TORTILLA CHILENA RÚSTICA (RUSTIC CHILEAN FRITTATA)

This is a family recipe meant to be “thrown together” and enjoyed at home as part of a brunch or as a snack anytime.

Don’t worry about being too precise – play around with the ingredients and make it to your own. De nuestra casa a tu casa!

Ingredients

  • 3 tbsp oil

  • ½ lb (2-3 chorizos) chorizos

  • 1 - 2 white onions

  • 1 - 2 cloves garlic (optional)

  • 6 - 8 eggs

  • 1 tbsp cornstarch or 2 tbsp flour

  • ¼ - ½ cup fresh herbs (e.g., flat leaf parsley, green onion, cilantro)

  • ¼ tsp fresh ground pepper (or to taste)

  • ¼ tsp salt

Directions

Cut chorizo into small pieces, fry and set aside. 

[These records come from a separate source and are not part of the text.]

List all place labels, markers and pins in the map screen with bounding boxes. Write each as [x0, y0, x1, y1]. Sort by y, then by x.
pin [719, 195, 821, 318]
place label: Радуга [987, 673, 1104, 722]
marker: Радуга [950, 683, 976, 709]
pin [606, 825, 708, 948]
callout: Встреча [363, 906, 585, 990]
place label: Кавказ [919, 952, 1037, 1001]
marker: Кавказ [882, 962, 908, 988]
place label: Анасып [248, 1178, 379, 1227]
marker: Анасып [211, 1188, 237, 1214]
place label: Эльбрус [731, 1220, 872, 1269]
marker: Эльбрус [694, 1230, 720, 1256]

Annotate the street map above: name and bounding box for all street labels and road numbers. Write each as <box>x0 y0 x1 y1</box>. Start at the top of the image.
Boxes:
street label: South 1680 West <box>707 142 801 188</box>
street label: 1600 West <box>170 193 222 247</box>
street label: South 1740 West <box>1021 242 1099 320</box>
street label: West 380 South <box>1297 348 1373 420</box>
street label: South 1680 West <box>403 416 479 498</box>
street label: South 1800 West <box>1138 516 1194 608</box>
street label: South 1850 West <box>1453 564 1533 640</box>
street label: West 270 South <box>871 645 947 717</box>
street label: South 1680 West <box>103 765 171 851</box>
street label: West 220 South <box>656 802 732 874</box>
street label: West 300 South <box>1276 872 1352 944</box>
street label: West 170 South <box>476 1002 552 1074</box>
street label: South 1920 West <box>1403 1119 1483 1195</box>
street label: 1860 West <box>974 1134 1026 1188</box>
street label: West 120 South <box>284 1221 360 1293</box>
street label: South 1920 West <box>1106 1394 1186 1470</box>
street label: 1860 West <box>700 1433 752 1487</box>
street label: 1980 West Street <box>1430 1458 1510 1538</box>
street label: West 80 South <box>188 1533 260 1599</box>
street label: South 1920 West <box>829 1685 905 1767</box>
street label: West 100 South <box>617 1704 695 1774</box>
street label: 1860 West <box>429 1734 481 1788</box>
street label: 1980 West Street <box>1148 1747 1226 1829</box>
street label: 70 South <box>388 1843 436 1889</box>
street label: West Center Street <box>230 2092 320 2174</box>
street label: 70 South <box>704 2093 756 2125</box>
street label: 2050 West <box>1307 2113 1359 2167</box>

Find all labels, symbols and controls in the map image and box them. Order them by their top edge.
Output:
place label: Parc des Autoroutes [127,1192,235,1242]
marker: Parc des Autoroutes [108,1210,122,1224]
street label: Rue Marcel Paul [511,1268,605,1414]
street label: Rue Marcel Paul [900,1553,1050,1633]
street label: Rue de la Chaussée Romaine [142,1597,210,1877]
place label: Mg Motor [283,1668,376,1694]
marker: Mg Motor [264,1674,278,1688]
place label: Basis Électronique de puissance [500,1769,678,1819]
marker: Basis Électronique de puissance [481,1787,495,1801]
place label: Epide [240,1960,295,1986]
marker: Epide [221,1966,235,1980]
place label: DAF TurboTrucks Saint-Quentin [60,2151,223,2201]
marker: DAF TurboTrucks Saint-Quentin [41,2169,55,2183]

  1. Sauté onion in 1 tbsp oil until translucent but not browned. Add garlic and sauté for 1-2 more minutes. Set aside.

  2. In a bowl, beat eggs with salt, pepper and cornstarch (or flour) until blended. Add chorizos, the sautéed onion and garlic, and fresh herbs.

  3. Heat a skillet or frying pan with 1 tbsp oil and let the pan get hot (this is important so that the eggs don’t stick). Reduce the heat down to low and cook on both sides.*

  4. Slice and serve warm or cold.

*An easier way to cook eggs:

  • Add egg mixture and cook for about 8-10 minutes until the eggs are set at the edges and slightly set in the middle.

  • Nudge eggs loose with a spatula. Set a flat plate over the pan and invert.

  • Add another 1 tbsp of oil to the pan.

  • Place eggs (now a tortilla!) back in the pan, and cook the other side for an additional 2 minutes.